I'm asked to find the eqn of a line that has been rotated around a point Q(x0,y0)
where the eqn of the original line is ax+by+c=0
Is it acceptable to treat the line as the point P(a,b) to ultimately find point R (the end location of P) and ignore the point c (simply adding it back in at the end of the work) I ask this as my lecturer told us all we should follow 5 steps.
1. Move the point Q to the origin so we can use the rotation matrix and hence subtract Q from P which we will call P'.
2. Then turn the point P' into a column matrix.
3.Multiply by the rotational matrix
4. Turn the new column vector into a coordinate R'
5. Turn R' into R (our desired point) by adding Q to R'
I am extremely confused as to what to do once we have ascertained this point R, as I end up with no points without a coefficient of x or y when I convert R into an eqn with the coordinates as coefficients of x and y in an eqn of form ?x+?y=0 I know the answer has similar points as simply constants.

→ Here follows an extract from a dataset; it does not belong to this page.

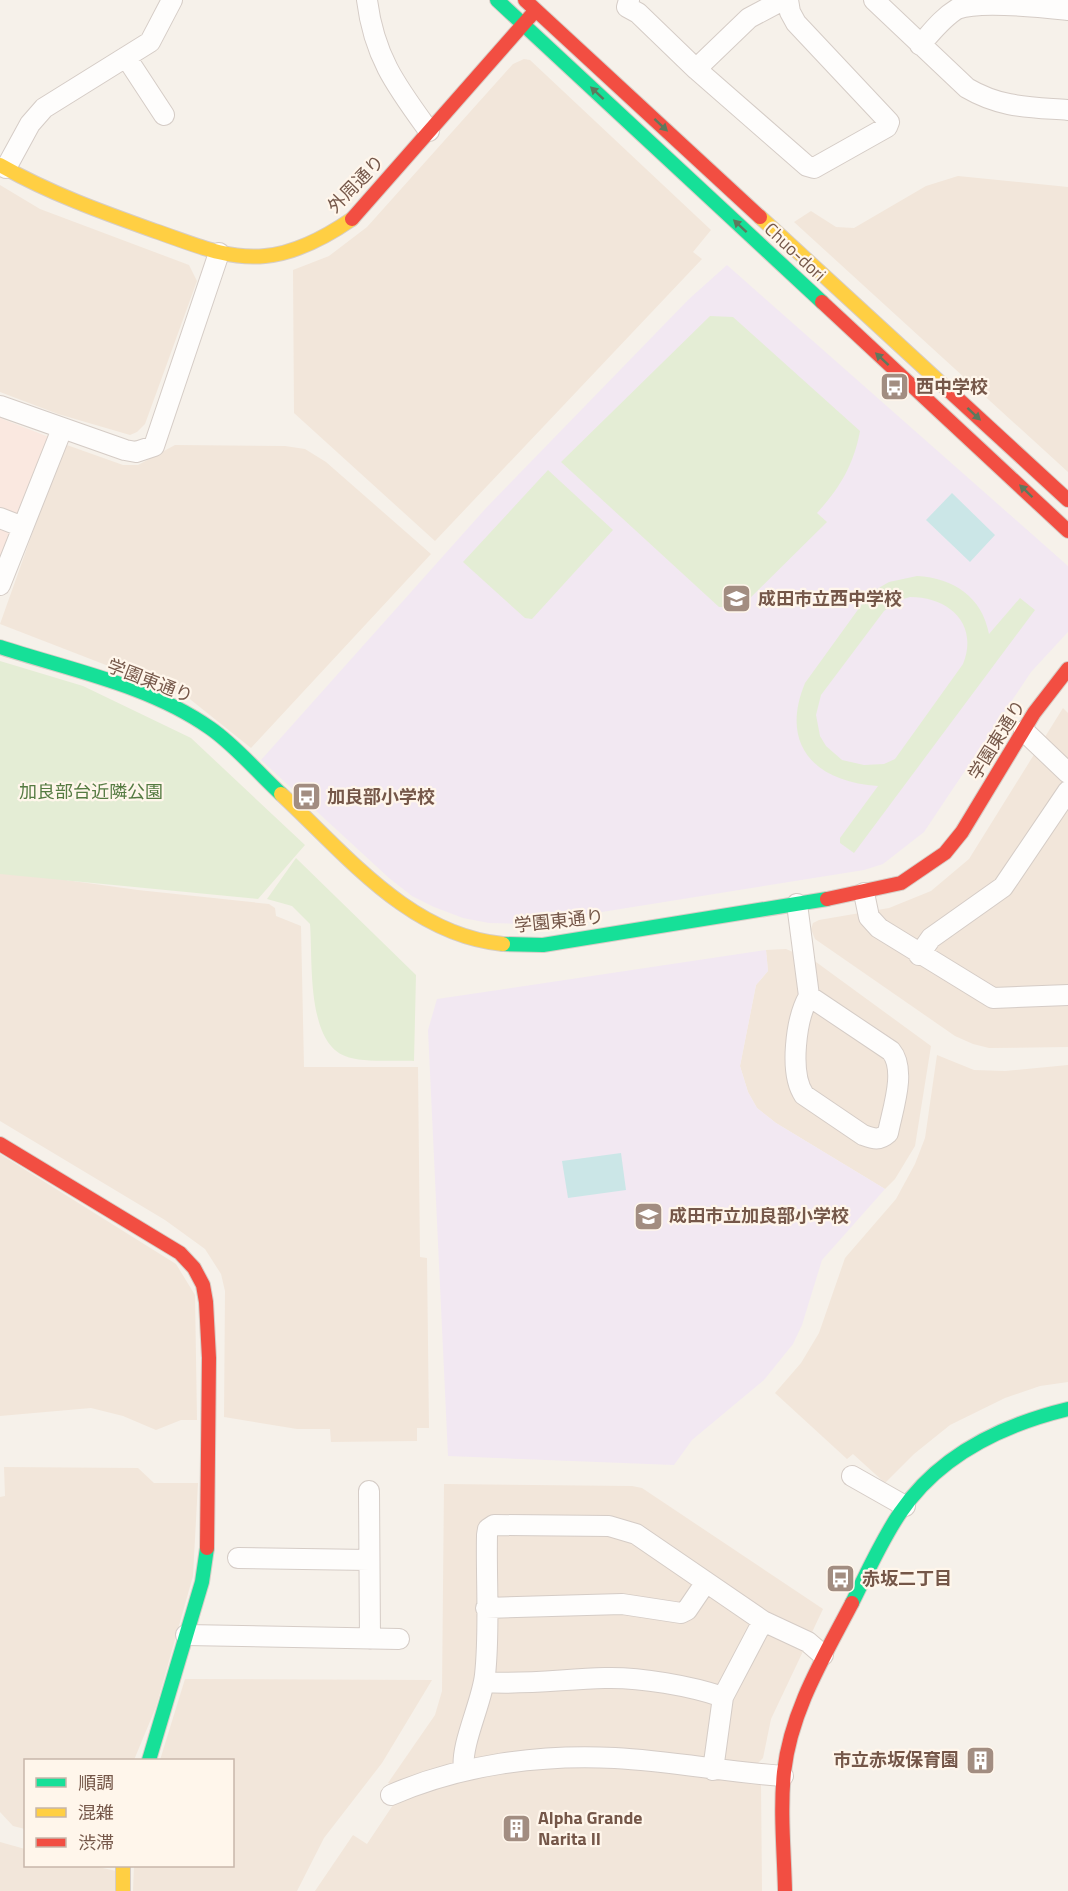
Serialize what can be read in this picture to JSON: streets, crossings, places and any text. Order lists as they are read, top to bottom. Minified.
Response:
{"streets":{"street":["外周通り","Chuo-dori","学園東通り"]},"crossings":[["外周通り","Chuo-dori"]],"parks":["加良部台近隣公園"],"places":{"bus stop":["西中学校","加良部小学校","赤坂二丁目"],"school or university":["成田市立西中学校","成田市立加良部小学校"],"building":["市立赤坂保育園","Alpha Grande Narita II"]},"legend":["順調","混雑","渋滞"]}
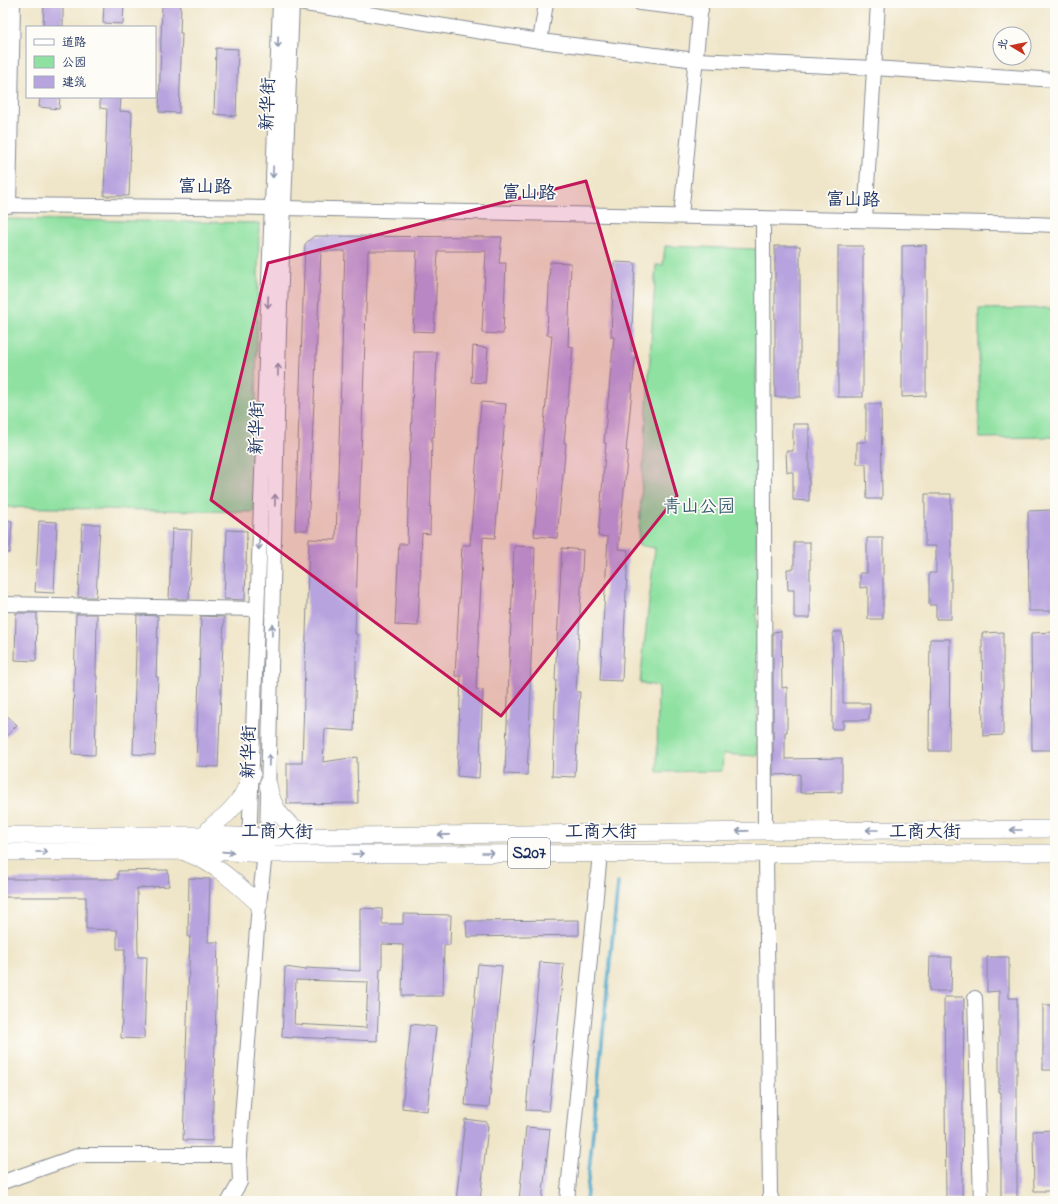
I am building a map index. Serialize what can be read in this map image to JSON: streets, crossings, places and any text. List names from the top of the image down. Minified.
{"streets":{"main road":["工商大街","S207"],"street":["新华街","富山路"]},"crossings":[["新华街","富山路"],["新华街","工商大街"]],"parks":["青山公园"],"legend":["道路","公园","建筑"],"north":"left"}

So is my understanding of the principles ok or am I misinterpreting something along the way.
Thanks in advance
At the moment I don't understand what to do with the final point to turn in into a line. Do I substitute the points into the original eqn? If someone can clarify this for me I will have this question done completed I think. I have tried this method and at the moment I can't get the right answer. The desired answer is (a cos t − b sin t)x + (a sin t + b cos t)y
= c + a(x0(cos t − 1) + y0 sin t) − b(x0 sin t + y0(1 − cos t) )
wheret=theta but i don't know how to type theta and x0 y0 are x and y with a subscript of zero Ie the same points from the coordinate Q
For some reason my answer would be correct if the rotation matrix was [cost sint]
hope it helps u help me XD